# THE PROBLEM
The answer must be an exact reproduction of the lines from the start of the records below through the line containing "0 #74606e) drop-shadow(-1px", and nothing more.

══ EXERCISE INPUT

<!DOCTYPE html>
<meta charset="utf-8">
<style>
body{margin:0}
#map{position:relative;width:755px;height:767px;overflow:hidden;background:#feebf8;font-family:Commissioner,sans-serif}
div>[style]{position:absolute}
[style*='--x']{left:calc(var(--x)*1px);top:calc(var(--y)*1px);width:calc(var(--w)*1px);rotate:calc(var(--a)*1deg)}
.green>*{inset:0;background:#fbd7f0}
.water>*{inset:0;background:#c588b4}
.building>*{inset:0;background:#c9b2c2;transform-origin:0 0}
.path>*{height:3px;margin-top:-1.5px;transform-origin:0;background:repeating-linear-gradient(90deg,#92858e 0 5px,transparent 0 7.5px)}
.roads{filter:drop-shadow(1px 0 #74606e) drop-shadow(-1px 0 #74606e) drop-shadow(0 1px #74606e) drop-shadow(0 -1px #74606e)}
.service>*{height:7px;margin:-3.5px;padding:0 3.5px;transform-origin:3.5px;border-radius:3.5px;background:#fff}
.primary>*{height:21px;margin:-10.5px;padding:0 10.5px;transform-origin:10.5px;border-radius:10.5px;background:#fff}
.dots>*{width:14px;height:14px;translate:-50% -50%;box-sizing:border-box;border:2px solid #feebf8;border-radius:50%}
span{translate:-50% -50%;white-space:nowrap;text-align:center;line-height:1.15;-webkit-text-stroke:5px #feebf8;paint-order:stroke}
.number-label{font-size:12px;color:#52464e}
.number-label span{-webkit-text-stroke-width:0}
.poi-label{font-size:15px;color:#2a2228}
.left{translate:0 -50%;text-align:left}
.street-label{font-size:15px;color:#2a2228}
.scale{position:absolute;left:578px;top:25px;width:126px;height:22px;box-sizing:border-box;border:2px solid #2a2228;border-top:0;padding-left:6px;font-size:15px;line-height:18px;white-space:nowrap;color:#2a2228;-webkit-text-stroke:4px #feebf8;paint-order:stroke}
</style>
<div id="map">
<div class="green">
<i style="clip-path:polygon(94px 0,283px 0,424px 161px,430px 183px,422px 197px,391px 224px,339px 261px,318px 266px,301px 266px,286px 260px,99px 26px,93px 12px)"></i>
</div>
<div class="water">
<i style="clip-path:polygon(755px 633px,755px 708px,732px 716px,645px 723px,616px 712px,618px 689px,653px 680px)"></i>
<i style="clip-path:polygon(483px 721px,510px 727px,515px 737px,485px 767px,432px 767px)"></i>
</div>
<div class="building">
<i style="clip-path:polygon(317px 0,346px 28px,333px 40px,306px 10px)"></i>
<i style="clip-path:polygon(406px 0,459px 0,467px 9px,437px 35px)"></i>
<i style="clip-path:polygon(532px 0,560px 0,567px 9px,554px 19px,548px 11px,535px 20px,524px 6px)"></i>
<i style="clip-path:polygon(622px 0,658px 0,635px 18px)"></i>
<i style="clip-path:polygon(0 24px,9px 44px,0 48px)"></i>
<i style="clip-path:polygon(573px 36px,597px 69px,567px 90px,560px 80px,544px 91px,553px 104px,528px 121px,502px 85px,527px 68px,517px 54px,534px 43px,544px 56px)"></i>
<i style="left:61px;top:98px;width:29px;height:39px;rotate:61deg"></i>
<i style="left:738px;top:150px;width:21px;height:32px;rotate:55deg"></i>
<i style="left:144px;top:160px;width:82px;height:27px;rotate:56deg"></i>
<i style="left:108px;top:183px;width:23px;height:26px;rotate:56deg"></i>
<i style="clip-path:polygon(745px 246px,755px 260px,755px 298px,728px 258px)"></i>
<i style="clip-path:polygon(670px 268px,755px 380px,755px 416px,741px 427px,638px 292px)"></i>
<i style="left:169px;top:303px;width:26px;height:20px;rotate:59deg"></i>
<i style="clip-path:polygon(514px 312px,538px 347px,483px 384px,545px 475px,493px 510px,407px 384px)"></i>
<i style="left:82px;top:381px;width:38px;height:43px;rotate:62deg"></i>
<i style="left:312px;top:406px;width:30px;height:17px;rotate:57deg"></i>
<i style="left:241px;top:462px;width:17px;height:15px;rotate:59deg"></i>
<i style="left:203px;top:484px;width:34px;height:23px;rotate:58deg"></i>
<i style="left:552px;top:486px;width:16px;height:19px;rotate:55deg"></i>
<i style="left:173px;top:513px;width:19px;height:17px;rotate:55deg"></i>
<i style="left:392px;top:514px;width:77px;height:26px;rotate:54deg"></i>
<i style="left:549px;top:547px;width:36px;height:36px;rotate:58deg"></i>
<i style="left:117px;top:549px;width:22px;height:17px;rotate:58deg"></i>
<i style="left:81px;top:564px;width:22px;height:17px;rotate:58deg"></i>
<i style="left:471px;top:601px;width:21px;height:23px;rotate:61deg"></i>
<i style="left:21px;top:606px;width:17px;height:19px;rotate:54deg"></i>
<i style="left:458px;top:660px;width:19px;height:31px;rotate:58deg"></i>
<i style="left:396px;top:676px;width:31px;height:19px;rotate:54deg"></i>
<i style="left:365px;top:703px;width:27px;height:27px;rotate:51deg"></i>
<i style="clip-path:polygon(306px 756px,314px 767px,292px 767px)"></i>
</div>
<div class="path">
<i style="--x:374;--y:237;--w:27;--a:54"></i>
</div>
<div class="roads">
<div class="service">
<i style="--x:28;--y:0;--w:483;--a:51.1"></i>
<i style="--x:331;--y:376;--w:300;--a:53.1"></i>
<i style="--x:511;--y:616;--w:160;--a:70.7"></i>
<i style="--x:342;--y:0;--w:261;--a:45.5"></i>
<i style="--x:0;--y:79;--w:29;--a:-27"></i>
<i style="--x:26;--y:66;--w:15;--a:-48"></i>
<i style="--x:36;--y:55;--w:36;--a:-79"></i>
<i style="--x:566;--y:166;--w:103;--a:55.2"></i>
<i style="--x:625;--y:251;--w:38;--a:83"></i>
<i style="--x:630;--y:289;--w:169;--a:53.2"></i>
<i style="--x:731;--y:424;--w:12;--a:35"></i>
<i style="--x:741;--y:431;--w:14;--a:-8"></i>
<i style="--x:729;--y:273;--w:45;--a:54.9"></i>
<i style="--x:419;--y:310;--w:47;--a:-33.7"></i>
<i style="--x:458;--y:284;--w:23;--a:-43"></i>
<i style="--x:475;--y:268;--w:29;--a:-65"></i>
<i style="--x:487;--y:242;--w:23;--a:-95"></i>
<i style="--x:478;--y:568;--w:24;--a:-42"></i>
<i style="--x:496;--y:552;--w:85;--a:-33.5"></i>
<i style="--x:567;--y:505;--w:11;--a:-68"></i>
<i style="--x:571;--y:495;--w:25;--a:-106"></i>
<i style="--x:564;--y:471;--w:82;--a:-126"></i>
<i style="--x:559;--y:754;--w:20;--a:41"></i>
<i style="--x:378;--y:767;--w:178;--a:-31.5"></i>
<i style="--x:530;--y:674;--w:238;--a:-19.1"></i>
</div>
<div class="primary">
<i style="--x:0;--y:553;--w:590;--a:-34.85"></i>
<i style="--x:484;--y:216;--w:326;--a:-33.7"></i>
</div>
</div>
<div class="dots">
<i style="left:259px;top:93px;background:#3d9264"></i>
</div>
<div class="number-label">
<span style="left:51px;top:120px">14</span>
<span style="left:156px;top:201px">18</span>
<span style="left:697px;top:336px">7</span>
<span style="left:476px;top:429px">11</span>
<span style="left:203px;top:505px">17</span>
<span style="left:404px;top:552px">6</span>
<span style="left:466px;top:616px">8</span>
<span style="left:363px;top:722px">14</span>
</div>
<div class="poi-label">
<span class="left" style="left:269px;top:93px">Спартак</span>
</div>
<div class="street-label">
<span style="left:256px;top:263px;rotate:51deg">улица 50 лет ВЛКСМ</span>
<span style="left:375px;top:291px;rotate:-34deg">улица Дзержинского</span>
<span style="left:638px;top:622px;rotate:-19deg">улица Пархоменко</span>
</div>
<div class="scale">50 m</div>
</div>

════

# SOLUTION TO THE PROBLEM
<!DOCTYPE html>
<meta charset="utf-8">
<style>
body{margin:0}
#map{position:relative;width:755px;height:767px;overflow:hidden;background:#feebf8;font-family:Commissioner,sans-serif}
div>[style]{position:absolute}
[style*='--x']{left:calc(var(--x)*1px);top:calc(var(--y)*1px);width:calc(var(--w)*1px);rotate:calc(var(--a)*1deg)}
.green>*{inset:0;background:#fbd7f0}
.water>*{inset:0;background:#c588b4}
.building>*{inset:0;background:#c9b2c2;transform-origin:0 0}
.path>*{height:3px;margin-top:-1.5px;transform-origin:0;background:repeating-linear-gradient(90deg,#92858e 0 5px,transparent 0 7.5px)}
.roads{filter:drop-shadow(1px 0 #74606e) drop-shadow(-1px 0 #74606e) drop-shadow(0 1px #74606e) drop-shadow(0 -1px #74606e)}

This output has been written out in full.